Sinodo dei Vescovi. Missione parola chiave di una Chiesa in cammino

Nel discorso rivolto ai presenti in Vaticano per l’inizio del Sinodo dei Vescovi, Papa Francesco pone l’accento sulle tre parole chiave: comunione, partecipazione, missione.

di Anna Moccia

«Le parole-chiave del Sinodo sono tre: comunione, partecipazione, missione. Comunione e missione sono espressioni teologiche che designano il mistero della Chiesa e di cui è bene fare memoria». Queste le parole di Papa Francesco durante il momento di riflessione, nell’aula del Sinodo, in Vaticano, che segna l’inizio del Processo Sinodale “Per una Chiesa sinodale: comunione, partecipazione e missione”.

«Il Concilio Vaticano II – dichiara il Pontefice – ha chiarito che la comunione esprime la natura stessa della Chiesa e, allo stesso tempo, ha affermato che la Chiesa ha ricevuto la missione di annunziare e instaurare in tutte le genti il regno di Cristo e di Dio, e di questo regno costituisce in terra il germe e l’inizio».

Vi è poi la parola chiave “partecipazione”: «Comunione e missione – sottolinea Papa Francesco – rischiano di restare termini un po’ astratti se non si coltiva una prassi ecclesiale che esprima la concretezza della sinodalità in ogni passo del cammino e dell’operare, promuovendo il reale coinvolgimento di tutti e di ciascuno. Vorrei dire che celebrare un Sinodo è sempre bello e importante, ma è veramente proficuo se diventa espressione viva dell’essere Chiesa, di un agire caratterizzato da una partecipazione vera. E questo non per esigenze di stile, ma di fede. La partecipazione è un’esigenza della fede battesimale».

Un Sinodo, però, che non è esente da rischi. «Il primo è quello del formalismo – afferma il Papa –. Si può ridurre un Sinodo a un evento straordinario, ma di facciata, proprio come se si restasse a guardare una bella facciata di una chiesa senza mai mettervi piede dentro».

Un secondo rischio, secondo il Santo Padre, è quello dell’intellettualismo: «far diventare il Sinodo una specie di gruppo di studio, con interventi colti ma astratti sui problemi della Chiesa e sui mali del mondo; una sorta di ‘parlarci addossò, dove si procede in modo superficiale e mondano».

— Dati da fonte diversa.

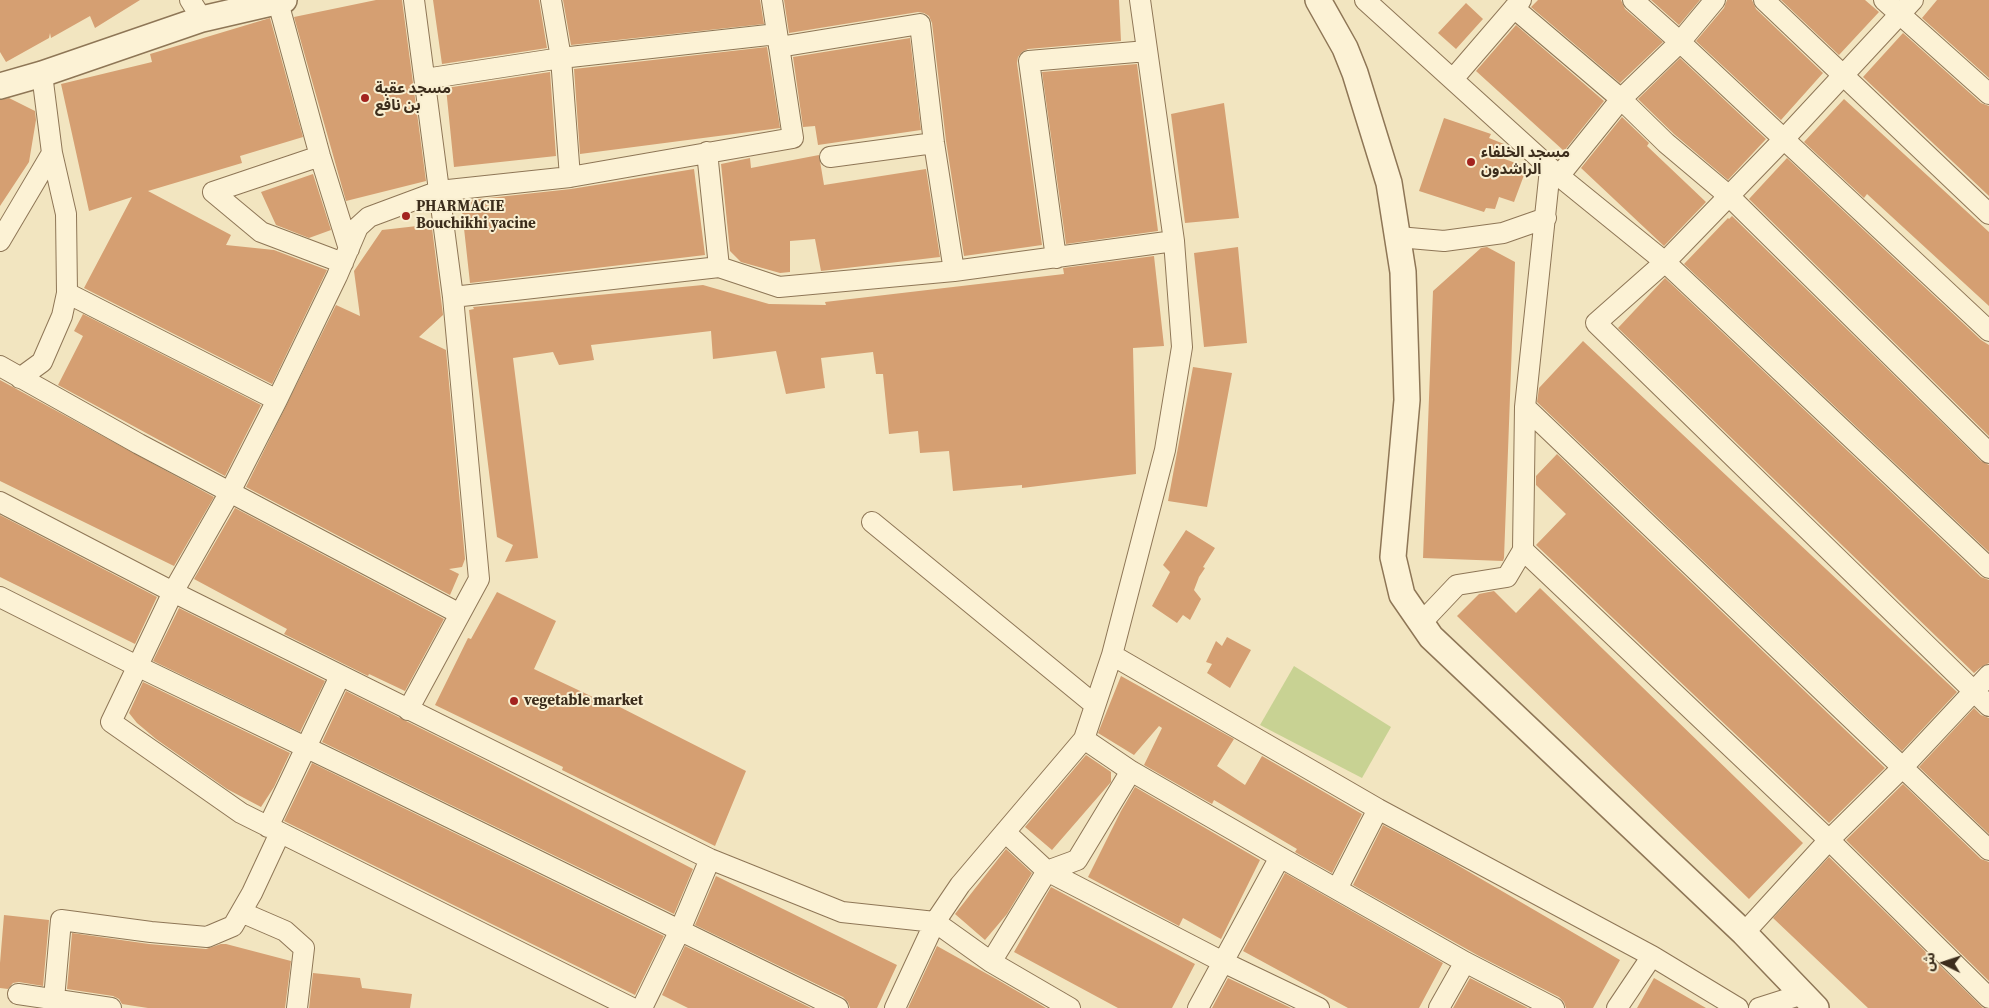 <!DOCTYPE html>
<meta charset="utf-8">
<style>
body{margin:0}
#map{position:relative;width:1989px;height:1008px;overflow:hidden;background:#f2e5c0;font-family:"Source Serif 4","Noto Sans Arabic",serif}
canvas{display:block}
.north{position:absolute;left:1919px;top:938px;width:50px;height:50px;-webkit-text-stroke:4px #f9efd1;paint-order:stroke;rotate:274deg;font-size:14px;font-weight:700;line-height:20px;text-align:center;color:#3c2d1c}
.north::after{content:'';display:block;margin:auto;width:18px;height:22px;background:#3c2d1c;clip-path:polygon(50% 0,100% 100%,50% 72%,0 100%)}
</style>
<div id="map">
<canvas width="1989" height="1008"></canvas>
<div class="north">ش</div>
</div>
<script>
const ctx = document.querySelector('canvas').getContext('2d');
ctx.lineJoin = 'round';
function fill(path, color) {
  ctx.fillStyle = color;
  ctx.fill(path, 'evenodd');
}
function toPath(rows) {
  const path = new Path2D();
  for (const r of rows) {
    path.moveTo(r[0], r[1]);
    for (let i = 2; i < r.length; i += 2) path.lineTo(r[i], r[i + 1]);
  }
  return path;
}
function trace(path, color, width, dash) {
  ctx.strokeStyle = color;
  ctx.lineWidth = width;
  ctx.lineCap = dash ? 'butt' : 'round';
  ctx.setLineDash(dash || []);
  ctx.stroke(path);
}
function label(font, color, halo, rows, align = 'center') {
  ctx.font = font + ' "Source Serif 4","Noto Sans Arabic",serif';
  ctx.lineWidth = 4;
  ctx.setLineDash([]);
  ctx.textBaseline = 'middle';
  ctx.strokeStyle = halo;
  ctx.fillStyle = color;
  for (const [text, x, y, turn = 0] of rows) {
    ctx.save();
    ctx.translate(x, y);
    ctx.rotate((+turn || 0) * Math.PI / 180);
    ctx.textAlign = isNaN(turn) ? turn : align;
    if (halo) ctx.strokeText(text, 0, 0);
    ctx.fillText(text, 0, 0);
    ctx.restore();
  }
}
const green = toPath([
 [1294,666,1391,727,1362,778,1260,725]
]);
const building = toPath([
 [0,0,140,0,95,28,90,16,51,38,50,33,49,38,6,62,0,52],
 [376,0,402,0,426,181,346,201,294,17],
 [433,0,539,0,547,48,442,64],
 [563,0,760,0,764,24,571,45],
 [784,0,1119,0,1121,41,1028,49,1022,52,1018,57,1017,63,1042,245,964,256,946,141,932,23,929,16,924,13,918,12,789,33],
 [1538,0,1621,0,1625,9,1663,42,1620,83,1531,7],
 [1651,0,1700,0,1679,25],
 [1727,0,1752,0,1756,9,1823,73,1781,120,1696,41,1724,8],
 [1781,0,1865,0,1879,12,1839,55],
 [1937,0,1989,0,1989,78,1922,18],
 [1466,3,1483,19,1456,49,1438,33],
 [270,18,303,137,240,156,242,163,148,191,231,235,226,245,274,250,327,270,272,384,84,288,132,197,89,211,61,84,152,62,150,54],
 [1516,25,1604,101,1564,151,1476,71],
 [1903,33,1981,103,1989,106,1989,196,1863,77],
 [910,38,921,130,818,145,815,126,803,127,793,57],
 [767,47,780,128,580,154,574,69],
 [1680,58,1766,139,1728,180,1674,134,1638,99],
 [1137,64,1158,231,1066,244,1042,72],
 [550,72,556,156,454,167,446,88],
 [9,98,35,111,36,120,29,162,0,206,0,100],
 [1844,99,1989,232,1989,306,1867,194,1864,198,1804,142],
 [1224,103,1239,218,1185,223,1171,114],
 [1622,117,1649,143,1647,146,1706,202,1664,246,1581,168],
 [1444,118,1491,134,1489,138,1504,144,1499,157,1527,167,1514,202,1499,197,1495,209,1486,208,1484,212,1419,191],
 [819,155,824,185,926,169,940,257,821,271,815,239,790,241,790,272,780,273,741,262,730,251,721,164,750,158,751,168],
 [1787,158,1981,340,1989,345,1989,436,1749,199],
 [694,169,705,255,470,283,461,201,571,189],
 [313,174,331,230,309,238,276,225,261,192],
 [1732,216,1981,461,1989,465,1989,552,1684,264,1728,218,1729,219],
 [426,225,432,228,443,315,419,337,446,350,465,559,462,567,449,569,459,574,450,595,246,487,336,305,360,316,354,271,382,230],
 [1238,247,1247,343,1204,347,1194,253],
 [1487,247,1515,262,1504,558,1503,561,1423,558,1433,291,1481,248],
 [1154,256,1164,346,1133,348,1136,474,1022,488,1022,485,953,491,949,451,920,453,918,431,889,434,883,374,876,374,873,352,821,358,825,388,786,394,776,351,713,359,711,331,591,345,594,360,559,365,553,352,513,358,538,558,505,562,513,545,497,537,469,310,474,309,473,307,703,285,769,304,826,305,825,302,1064,274,1063,268],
 [1665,278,1981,577,1989,580,1989,663,1981,667,1974,673,1618,328],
 [83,314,261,405,225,476,58,385,83,336,74,331],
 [1583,341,1957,692,1902,751,1537,402,1539,388],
 [1193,367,1232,373,1207,507,1168,501],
 [0,380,214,497,174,566,0,481],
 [1557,454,1885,768,1829,823,1536,545,1566,514,1536,485,1536,476],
 [235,508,444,619,405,691,369,674,368,676,284,634,287,629,194,579],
 [0,515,157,597,135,644,0,577],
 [1186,530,1215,548,1203,567,1205,568,1199,577,1194,590,1201,599,1190,620,1183,615,1177,623,1152,606,1170,572,1163,565],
 [1540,588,1803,843,1749,899,1457,616,1479,594,1494,591,1516,613],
 [497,592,556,621,534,669,597,699,598,696,746,771,715,846,562,770,563,767,435,705,468,638,471,639],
 [179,608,325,681,300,732,153,661],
 [1227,637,1251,650,1230,688,1207,673,1212,664,1206,662,1216,641,1222,646],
 [1121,676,1234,739,1217,766,1245,785,1262,756,1362,814,1332,873,1295,852,1297,849,1214,800,1212,804,1144,765,1162,728,1159,726,1134,755,1098,733],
 [143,682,290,753,274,787,261,807,227,789,156,739,137,723,129,713],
 [346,691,482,759,693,869,674,914,322,742],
 [1974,708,1981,715,1989,718,1989,834,1919,767],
 [1086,755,1111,772,1111,782,1052,850,1025,827],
 [312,763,664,936,635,995,284,821],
 [1903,784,1981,859,1989,862,1989,981,1846,840],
 [1135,787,1260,860,1221,939,1183,918,1179,926,1088,877,1121,811],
 [1383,825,1447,859,1620,960,1593,1008,1566,1008,1564,1002,1559,997,1479,956,1353,885],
 [1006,849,1032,873,1007,914,985,940,955,914],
 [1829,857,1981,1006,1983,1008,1868,1008,1773,918],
 [1285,873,1443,963,1419,1008,1348,1008,1243,951],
 [716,876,897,965,877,1008,850,1008,848,1002,843,997,695,925],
 [1051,887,1195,964,1172,1008,1118,1008,1014,952],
 [4,915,49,920,43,986,19,982,13,983,8,989,0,988,0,963],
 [72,933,149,944,206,949,221,944,226,944,291,961,285,1008,148,1008,122,1004,119,999,113,996,67,989],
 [685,946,811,1008,688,1008,662,995],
 [937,946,998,980,1046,1008,908,1008],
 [313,973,360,978,362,988,412,994,410,1008,309,1008],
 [1228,978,1287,1006,1291,1008,1212,1008],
 [1470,978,1528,1008,1453,1008],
 [1654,978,1706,1008,1637,1008]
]);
const minor = toPath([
 [190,0,202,19],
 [551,0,561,58,570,177],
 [1365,0,1559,176,1665,262,1989,568],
 [1633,0,1680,42,1989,331],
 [1764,0,1989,214],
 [1884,0,1989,94],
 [1913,0,1784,139,1665,262,1596,323,1989,706],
 [278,2,320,156,349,249],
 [1514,8,1621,99,1666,143,1729,196,1989,453],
 [779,47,920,24,934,143,954,271],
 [425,79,561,58,777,34],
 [1453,79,1521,0],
 [707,152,719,267],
 [830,157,934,143],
 [1559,176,1621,99,1680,42,1715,0],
 [213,192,261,232,343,263],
 [213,192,320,156],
 [1398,237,1444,241,1503,233,1546,218],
 [0,241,52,153],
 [1056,258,1029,61,1147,51],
 [67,293,277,400],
 [453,297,719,267,779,287,954,271,1174,241],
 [0,366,139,444,460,614],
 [20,378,42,362,62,316,67,293,66,214,52,153,42,74],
 [1525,407,1989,850],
 [0,502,173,592,710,859,842,912,935,922,991,962,1070,1008],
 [872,522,1095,705],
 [1523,550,1829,840,1989,998],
 [0,597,137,666,357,772,838,1008],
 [1421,623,1457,585,1507,577,1523,550,1525,407,1550,169],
 [1112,655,1378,809,1652,956,1738,1008],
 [408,710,479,579,453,297,414,0],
 [1084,739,1131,771,1280,857,1465,962,1554,1008],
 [268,827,340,676],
 [1005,832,1047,871,1223,962,1319,1008],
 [1337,889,1378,809],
 [241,912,285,931,304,948,297,1008],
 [1744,933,1829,840,1903,767,1989,675],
 [991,962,1047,871,1077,860,1131,771],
 [18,994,111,1008],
 [54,999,61,920,151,932,207,937,233,926,252,893,280,833],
 [632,1008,241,813,111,722,173,592,230,492,277,400,337,276,358,227,369,217,439,191,570,177,793,138,772,0],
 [642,1008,680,930,710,859],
 [895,1008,935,922,960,885,1084,739,1112,655,1165,450,1182,347,1174,241,1140,0],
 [1198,1008,1280,857],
 [1439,1008,1465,962],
 [1617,1008,1652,956],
 [1759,1008,1803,994]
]);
const tertiary = toPath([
 [1318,0,1345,48,1355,73,1389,183,1403,272,1407,400,1393,557,1402,595,1431,637,1744,933,1816,1008],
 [0,86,42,74,202,19,284,0]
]);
const markers = [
 [365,98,5,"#a3231f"],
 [1471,162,5,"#a3231f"],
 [406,216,5,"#a3231f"],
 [514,701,5,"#a3231f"]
];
const poiNames = [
 ["مسجد عقبة",375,89],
 ["بن نافع",375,106],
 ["مسجد الخلفاء",1481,153],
 ["الراشدون",1481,170],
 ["PHARMACIE",416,207],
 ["Bouchikhi yacine",416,224],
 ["vegetable market",524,701]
];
fill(green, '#c8d293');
fill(building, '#d59f72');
trace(minor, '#8e7656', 22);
trace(tertiary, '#8e7656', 28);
trace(minor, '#fcf2d5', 20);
trace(tertiary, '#fcf2d5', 25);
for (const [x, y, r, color] of markers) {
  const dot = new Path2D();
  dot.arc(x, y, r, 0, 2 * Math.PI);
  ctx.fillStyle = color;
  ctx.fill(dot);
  trace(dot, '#f9efd1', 2);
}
label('bold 15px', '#3c2d1c', '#f9efd1', poiNames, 'left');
</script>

E per terzo, infine, “ci può essere la tentazione dell’immobilismo: «siccome si è sempre fatto così, questa parola è un veleno nella vita della Chiesa». Per questo «è importante che il Sinodo sia veramente tale, un processo in divenire; coinvolga, in fasi diverse e a partire dal basso, le Chiese locali, in un lavoro appassionato e incarnato, che imprima uno stile di comunione e partecipazione improntato alla missione».

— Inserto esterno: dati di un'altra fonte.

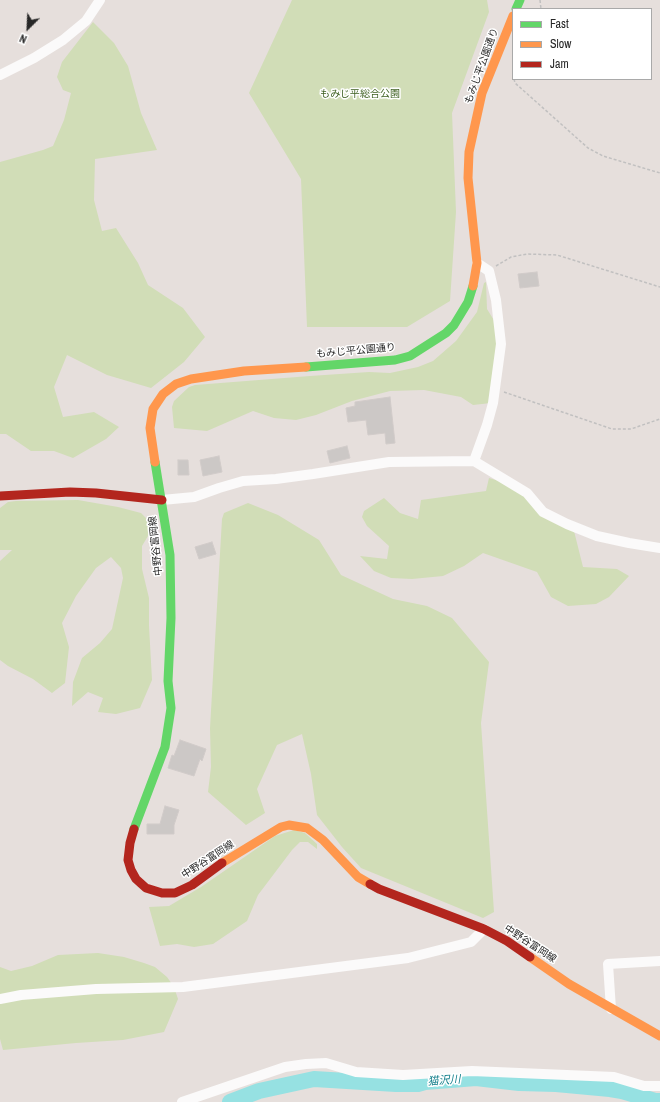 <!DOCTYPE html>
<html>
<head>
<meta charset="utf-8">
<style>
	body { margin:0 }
	#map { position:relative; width:660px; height:1102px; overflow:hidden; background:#e6dfdc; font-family:"Archivo Narrow",sans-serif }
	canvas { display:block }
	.legend { position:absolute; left:512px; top:8px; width:140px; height:72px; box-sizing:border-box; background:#fff; border:1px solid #a9a9a9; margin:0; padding:5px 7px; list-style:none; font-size:12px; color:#272727 }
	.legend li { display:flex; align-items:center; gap:8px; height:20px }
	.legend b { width:20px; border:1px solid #a9a9a9 }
	.north { position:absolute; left:8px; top:8px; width:40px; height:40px; -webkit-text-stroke:3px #fff; paint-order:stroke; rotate:204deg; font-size:11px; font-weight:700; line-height:16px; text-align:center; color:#272727 }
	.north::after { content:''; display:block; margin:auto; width:14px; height:18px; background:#272727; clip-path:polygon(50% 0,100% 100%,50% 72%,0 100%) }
</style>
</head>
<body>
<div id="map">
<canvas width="660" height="1102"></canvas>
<ul class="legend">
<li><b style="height:5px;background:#63d668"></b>Fast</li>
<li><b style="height:5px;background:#ff974d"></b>Slow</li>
<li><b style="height:5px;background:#b3261e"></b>Jam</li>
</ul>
<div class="north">N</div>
</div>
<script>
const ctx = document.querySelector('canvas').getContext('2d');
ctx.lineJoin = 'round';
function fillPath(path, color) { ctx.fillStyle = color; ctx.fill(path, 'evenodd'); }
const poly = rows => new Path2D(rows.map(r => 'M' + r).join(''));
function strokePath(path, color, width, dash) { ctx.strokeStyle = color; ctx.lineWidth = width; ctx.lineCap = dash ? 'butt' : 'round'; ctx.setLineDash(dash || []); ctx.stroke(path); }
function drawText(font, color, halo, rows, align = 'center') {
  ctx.font = font + ' "Archivo Narrow","Noto Sans JP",sans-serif'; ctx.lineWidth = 3; ctx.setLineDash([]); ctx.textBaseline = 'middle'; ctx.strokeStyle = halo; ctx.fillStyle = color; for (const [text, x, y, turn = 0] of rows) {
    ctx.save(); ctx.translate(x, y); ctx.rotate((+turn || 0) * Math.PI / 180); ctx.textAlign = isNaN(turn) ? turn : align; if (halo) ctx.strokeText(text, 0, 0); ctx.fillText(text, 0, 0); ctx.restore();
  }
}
fillPath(poly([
	[292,0,487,0,489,12,452,113,456,212,450,301,407,327,307,327,301,179,249,93],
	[93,22,114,43,128,66,141,113,157,150,95,159,94,200,102,231,116,228,138,263,148,285,183,308,205,337,184,362,151,388,107,375,67,355,54,387,63,417,94,412,119,427,106,439,73,458,54,451,31,451,6,434,0,434,0,162,43,150,53,146,64,120,71,93,63,90,57,77,62,62],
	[486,282,487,309,495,322,498,344,491,403,473,405,461,397,424,390,390,391,352,401,316,415,296,420,274,418,253,411,207,431,174,428,172,407,174,401,189,387,195,385,310,376,369,372,390,373,418,367,433,361,456,341,477,312,484,283],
	[489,478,506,483,574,531,583,567,617,569,629,576,609,597,596,604,568,606,551,597,537,572,483,553,464,566,443,576,412,579,391,578,374,571,360,556,387,559,389,546,367,526,362,517,364,511,384,498,400,513,418,519,421,500,486,491],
	[78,500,118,507,141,513,154,526,142,546,142,569,149,598,149,626,152,680,140,708,116,714,98,712,103,698,88,692,72,706,73,682,82,658,100,643,112,629,123,578,121,568,111,557,96,568,76,596,62,623,69,647,65,683,52,693,33,679,8,666,0,660,0,561,12,550,0,550,0,508,8,502,16,501],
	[248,503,278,515,319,540,341,575,393,599,427,606,452,618,489,662,481,723,494,912,483,918,361,868,342,847,317,815,311,774,302,734,277,745,257,789,265,813,246,825,208,792,211,767,210,728,222,519,224,513],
	[294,830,305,833,317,844,317,849,308,842,300,842,292,850,258,895,247,921,213,944,194,947,177,944,160,946,149,907,169,906,201,887,275,836],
	[98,953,124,957,144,963,155,967,167,977,174,987,178,999,164,1032,123,1040,76,1043,3,1050,0,1039,0,967,11,971,32,966,58,955]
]), '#d1ddb7');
strokePath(poly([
	[230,1102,259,1091,314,1079,396,1084,418,1084,425,1082,476,1078,519,1083,556,1084,610,1089,622,1091,655,1101,660,1101]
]), '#96e1e2', 16);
const building = poly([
	[537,272,539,286,520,288,518,274,537,272],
	[390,397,395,443,386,444,385,433,368,435,366,420,348,422,346,408,355,406,355,402,390,397],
	[347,446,350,458,330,463,327,451,347,446],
	[219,456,222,472,203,476,200,460,219,456],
	[178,460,188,460,189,475,178,475,178,460],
	[212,542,216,554,199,559,195,547,212,542],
	[180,740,206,749,202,761,200,759,194,776,168,768,172,755,174,756,180,740],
	[165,806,179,810,174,825,174,834,147,834,147,824,160,824,165,806]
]);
fillPath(building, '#ccc8c6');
strokePath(building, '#d1cbc9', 1);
strokePath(poly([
	[540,0,541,9],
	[514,79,515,83,588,148,603,156,660,173],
	[496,266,511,257,527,254,557,255,660,287],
	[504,392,612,429,631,429,660,419]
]), '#c1c0c0', 1.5, [3, 2]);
strokePath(poly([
	[0,75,34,58,63,40,86,21,100,0],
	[474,461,487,425,493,403,501,344,496,300,489,271,477,263],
	[162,500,194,497,219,488,243,481,276,479,313,474,389,462,474,461,527,493,543,512,567,524,597,536,629,543,660,548],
	[0,999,21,995,96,989,183,987,408,958,471,942,484,929],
	[611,1009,608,964,660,961],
	[182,1102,285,1067,306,1064,326,1063,356,1072,403,1075,472,1071,614,1077,644,1086,660,1086]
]), '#fbfafa', 10);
strokePath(poly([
	[516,9,520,0],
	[306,367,395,360,410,356,446,333,454,325,468,302,473,286],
	[134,829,165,747,171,708,168,681,171,618,170,555,155,462]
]), '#63d668', 9);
strokePath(poly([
	[473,286,477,263,468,178,469,152,482,93,513,16],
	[155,462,150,428,153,409,163,394,176,384,191,379,244,371,306,367],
	[222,863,281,827,289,825,307,828,323,840,358,877,370,884],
	[530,957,569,984,660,1036]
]), '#ff974d', 9);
strokePath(poly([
	[0,496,70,492,96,493,162,500],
	[134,829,130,843,128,860,131,870,136,879,146,888,162,893,175,893,192,885,222,863],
	[370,884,379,889,484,929,507,941,530,957]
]), '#b3261e', 9);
drawText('10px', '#272727', '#fff', [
	["もみじ平公園通り",482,66,-70],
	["もみじ平公園通り",356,351,-5],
	["中野谷富岡線",156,546,-96],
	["中野谷富岡線",208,860,-33],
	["中野谷富岡線",530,944,33]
]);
drawText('10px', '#3b5e1e', '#fff', [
	["もみじ平総合公園",360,94]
]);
drawText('italic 11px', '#16808c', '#fff', [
	["猫沢川",444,1081,-4]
]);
</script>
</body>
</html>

Alla fine un appello a preservaci “dal diventare una Chiesa da museo, bella ma muta, con tanto passato e poco avvenire” e a metterci in ascolto dello Spirito Santo, il vero protagonista di questo processo sinodale: «Per una “Chiesa diversa”, aperta alla novità che Dio le vuole suggerire, invochiamo con più forza e frequenza lo Spirito e mettiamoci con umiltà in suo ascolto, camminando insieme, come Lui, creatore della comunione e della missione, desidera, cioè con docilità e coraggio».